Wednesday, December 25

Earnings power can be helpful, but it cannot anticipate everything

What is the meaning of earnings power?

If we can name the people who have a significant say on buying and selling recommendations, they should be equity analysts. Their words make a substantial impact when assessing a company’s earning power and whether its stocks are worth the investment or not. Of course, they are not called analysts for no reason. Their assessments are always based on facts. However, what is the meaning of earnings power? Earnings power refers to something that shows us a company’s capability to make profits in the long run. This is with the assumption that the company can maintain all current operational conditions.

This is the basic earning power formula, also known as the basic earning power ratio, which we can use:

BEP = EBIT/ Total Assets

Where:

BEP= Basic earning power

EBIT= Earnings before interests and taxes

Tell me more about earnings power.

There are many things that we should consider before coming up with an earnings power. Some of the things that we refer to include the total assets of a company, its latest growth or loss trends, and more. And since we are here, let us list down some of the metrics that we consider relative to earnings power:

  • Return on assets or ROA. This refers to a company’s ability to make a profit using its assets.
  • Return on equity or ROE. It gauges the financial performance of a stock.
  • Dividend yields. Some companies also use dividend yields relative to specific securities when they want to determine earnings power.

What does earnings power have to do with a company’s health?

There is a calculation involved if you want to know the earnings power, called EBIT. EBIT means earnings before interest and tax. It helps us assess a company’s earning power, and it depends on continuous operations and cash flow. EBIT does not include some or all of the irregular income or expenses. Due to this, EBIT can give us an insight into the liquidity of a company. It tells us whether the company is capable of paying debts or not. Finally, we will also get a glimpse of the company’s financial health status.

Earnings power and metrics

We already mentioned a few of the metrics that we can use to determine a company’s earnings power. Different entities have different preferences when it comes to metrics. These entities prioritize one metric over any other metric. Let us say, for example, blue-chip companies, also known as well-established companies, find dividend yields valuable. However, the same is not valid with start-up companies, even when they are rapidly growing. They tend to invest the profits back into their operations as the development stages carry out.
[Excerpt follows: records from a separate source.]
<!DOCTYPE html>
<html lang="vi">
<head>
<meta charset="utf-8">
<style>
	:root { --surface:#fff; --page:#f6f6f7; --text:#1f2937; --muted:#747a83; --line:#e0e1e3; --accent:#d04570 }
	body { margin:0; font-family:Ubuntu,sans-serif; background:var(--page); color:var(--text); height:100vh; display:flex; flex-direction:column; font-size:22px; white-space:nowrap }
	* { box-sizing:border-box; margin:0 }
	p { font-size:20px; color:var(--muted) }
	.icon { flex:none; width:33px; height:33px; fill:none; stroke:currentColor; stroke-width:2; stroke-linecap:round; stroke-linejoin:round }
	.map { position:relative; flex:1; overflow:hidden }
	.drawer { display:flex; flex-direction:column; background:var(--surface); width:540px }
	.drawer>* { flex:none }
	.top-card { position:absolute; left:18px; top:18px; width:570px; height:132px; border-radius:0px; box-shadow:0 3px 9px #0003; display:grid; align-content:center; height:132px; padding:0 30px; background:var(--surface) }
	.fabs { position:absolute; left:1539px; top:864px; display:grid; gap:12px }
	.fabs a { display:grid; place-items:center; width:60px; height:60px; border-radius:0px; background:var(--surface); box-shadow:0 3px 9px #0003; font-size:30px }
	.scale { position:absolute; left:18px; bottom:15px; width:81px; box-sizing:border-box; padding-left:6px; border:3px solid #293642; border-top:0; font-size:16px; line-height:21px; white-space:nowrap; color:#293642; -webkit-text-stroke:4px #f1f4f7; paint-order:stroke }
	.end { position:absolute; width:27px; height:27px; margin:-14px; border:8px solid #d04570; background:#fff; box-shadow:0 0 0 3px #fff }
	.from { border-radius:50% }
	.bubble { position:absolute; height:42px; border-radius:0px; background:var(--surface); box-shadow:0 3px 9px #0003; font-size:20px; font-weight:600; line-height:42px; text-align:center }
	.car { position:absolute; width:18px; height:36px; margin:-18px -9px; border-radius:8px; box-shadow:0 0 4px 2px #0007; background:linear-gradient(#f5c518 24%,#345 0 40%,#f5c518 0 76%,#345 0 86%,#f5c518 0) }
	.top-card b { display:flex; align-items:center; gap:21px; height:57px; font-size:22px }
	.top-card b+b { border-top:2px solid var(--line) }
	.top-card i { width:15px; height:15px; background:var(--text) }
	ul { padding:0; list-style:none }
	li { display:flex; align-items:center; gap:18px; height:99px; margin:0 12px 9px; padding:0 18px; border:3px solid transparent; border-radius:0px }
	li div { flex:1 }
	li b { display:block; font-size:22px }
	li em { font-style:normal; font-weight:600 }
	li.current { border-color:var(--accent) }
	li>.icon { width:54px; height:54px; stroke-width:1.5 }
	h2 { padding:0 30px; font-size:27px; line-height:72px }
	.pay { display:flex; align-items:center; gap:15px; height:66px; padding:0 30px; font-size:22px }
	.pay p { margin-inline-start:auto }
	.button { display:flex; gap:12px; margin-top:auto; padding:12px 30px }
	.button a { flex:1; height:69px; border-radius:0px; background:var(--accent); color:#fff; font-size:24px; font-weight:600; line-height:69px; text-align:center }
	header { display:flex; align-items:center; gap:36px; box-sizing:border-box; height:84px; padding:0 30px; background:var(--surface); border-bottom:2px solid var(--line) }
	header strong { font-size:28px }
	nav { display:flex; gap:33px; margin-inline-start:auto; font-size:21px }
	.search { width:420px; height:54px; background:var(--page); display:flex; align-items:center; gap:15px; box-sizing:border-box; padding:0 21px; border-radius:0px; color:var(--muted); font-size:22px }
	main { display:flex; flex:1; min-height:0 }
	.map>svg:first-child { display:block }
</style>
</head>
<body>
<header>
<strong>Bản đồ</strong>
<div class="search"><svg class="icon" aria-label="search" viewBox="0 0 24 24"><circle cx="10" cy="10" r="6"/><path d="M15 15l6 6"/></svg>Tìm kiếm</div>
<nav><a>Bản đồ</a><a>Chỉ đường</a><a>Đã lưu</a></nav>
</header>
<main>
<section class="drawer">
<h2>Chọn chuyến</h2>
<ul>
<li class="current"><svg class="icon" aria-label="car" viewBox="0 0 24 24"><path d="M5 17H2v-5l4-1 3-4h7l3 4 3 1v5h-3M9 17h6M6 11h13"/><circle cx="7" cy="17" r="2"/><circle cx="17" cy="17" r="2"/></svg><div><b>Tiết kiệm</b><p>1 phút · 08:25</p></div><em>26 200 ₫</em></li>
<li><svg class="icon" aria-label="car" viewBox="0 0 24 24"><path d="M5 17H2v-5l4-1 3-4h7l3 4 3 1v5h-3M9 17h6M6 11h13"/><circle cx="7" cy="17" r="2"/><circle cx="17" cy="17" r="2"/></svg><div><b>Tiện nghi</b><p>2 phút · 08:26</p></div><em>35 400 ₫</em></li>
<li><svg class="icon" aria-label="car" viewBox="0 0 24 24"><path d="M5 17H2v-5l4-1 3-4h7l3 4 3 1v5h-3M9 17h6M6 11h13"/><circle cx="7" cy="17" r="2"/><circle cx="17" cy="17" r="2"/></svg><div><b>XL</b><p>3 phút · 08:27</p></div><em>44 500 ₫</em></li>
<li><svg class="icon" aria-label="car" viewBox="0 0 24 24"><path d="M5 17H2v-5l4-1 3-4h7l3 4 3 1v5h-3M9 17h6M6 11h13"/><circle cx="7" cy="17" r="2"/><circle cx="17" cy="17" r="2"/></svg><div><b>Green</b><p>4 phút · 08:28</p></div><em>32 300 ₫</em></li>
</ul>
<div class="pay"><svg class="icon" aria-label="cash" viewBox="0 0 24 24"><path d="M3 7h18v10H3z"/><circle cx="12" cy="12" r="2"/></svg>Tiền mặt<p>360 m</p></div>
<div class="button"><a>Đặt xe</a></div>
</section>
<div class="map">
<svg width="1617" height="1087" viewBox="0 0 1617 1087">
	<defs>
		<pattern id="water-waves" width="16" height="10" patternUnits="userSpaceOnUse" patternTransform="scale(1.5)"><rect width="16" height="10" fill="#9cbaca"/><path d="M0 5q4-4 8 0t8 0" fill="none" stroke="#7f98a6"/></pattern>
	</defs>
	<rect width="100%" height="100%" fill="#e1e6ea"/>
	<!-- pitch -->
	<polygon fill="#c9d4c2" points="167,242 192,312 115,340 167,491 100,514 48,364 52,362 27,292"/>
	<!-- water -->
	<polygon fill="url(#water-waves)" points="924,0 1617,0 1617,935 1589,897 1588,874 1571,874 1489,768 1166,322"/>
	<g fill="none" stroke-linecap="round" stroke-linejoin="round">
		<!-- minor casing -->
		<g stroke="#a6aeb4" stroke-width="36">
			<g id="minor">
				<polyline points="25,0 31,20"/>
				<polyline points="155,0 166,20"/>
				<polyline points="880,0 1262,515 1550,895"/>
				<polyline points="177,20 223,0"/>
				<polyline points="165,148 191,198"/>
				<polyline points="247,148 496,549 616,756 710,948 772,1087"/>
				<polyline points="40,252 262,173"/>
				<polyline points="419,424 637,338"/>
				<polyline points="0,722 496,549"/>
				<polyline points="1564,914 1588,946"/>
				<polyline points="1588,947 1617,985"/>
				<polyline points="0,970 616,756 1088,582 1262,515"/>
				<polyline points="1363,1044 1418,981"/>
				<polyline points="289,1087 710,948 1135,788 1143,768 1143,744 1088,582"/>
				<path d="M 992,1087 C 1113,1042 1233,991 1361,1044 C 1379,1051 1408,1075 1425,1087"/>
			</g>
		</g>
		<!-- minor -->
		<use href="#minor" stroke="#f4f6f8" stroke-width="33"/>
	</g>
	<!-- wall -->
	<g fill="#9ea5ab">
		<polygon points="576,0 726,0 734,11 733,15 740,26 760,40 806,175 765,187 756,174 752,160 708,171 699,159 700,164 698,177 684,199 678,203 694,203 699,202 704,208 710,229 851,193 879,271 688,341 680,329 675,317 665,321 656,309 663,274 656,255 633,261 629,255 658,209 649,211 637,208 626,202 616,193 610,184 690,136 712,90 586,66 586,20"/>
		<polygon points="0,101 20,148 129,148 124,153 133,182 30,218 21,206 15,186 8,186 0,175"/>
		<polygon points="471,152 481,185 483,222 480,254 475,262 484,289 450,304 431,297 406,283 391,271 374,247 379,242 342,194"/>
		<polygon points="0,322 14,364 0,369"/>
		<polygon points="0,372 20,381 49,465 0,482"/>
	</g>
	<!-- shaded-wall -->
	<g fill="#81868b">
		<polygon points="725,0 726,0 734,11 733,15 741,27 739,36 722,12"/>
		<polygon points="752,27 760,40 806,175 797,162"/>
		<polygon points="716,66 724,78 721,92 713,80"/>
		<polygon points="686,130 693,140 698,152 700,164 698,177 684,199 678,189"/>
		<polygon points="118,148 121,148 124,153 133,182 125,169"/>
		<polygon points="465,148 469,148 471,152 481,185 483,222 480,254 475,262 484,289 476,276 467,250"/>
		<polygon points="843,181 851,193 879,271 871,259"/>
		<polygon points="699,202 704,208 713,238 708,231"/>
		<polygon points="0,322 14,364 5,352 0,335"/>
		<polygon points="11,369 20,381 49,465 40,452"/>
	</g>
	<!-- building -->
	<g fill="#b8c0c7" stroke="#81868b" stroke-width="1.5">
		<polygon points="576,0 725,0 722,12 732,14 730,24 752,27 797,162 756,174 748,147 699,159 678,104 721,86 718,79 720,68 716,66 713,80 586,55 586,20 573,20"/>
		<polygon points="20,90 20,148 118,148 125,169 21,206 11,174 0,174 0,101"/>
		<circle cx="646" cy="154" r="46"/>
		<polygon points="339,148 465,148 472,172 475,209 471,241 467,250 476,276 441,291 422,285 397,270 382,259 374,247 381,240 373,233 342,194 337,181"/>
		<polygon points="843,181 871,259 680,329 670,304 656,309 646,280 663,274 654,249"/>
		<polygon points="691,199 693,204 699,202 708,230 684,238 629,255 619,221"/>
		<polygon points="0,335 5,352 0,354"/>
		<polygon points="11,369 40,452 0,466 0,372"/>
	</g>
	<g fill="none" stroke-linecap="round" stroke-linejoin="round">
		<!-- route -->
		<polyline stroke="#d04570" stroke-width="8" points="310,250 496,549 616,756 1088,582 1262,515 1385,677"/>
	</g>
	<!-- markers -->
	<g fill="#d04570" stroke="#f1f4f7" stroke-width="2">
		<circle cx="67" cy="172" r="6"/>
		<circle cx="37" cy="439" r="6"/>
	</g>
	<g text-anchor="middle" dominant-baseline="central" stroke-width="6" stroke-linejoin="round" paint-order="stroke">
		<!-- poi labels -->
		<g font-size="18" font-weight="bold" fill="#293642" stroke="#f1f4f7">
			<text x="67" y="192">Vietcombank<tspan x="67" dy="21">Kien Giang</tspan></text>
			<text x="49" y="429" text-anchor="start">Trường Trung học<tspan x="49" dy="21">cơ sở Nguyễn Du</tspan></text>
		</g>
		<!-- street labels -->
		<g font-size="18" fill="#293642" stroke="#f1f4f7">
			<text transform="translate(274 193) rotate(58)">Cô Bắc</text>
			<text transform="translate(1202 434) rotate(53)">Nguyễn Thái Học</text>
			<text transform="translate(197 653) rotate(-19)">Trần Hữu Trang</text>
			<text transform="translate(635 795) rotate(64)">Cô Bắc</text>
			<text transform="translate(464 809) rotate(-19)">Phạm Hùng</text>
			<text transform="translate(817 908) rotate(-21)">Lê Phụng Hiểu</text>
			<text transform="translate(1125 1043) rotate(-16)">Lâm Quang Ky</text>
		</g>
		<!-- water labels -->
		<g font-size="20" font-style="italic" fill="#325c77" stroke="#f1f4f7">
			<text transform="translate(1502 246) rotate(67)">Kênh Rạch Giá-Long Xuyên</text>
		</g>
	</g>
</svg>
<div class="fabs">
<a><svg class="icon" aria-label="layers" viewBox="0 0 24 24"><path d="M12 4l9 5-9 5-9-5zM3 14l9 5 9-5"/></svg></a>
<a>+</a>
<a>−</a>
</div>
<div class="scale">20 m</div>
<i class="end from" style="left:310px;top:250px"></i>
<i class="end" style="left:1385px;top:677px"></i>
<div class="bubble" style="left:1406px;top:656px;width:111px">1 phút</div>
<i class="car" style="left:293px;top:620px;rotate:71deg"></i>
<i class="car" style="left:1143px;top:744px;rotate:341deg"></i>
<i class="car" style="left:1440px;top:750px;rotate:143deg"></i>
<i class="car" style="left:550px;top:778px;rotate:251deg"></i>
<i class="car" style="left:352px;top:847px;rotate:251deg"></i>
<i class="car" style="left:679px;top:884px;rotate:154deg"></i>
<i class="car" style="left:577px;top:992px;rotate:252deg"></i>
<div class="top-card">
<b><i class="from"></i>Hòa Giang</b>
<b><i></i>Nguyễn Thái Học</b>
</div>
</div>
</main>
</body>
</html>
Metrics can’t do everything.

Let us end today’s topic with some reminders. We know that earnings power comes with an assumption that the company will maintain its current ideal conditions. So, some or all of the internal and external fluctuations that can hurt the production rate are not included. Hence, while earnings power can be helpful, it cannot anticipate everything. We should always remember the fact that the risk of market volatility will always be there. Also, earnings power cannot always anticipate every sudden event and regulatory restrictions that can massively impact the business. We all realize that, especially now that we experience the effects of the COVID-19 pandemic. This unforeseeable event is something that earnings power cannot anticipate.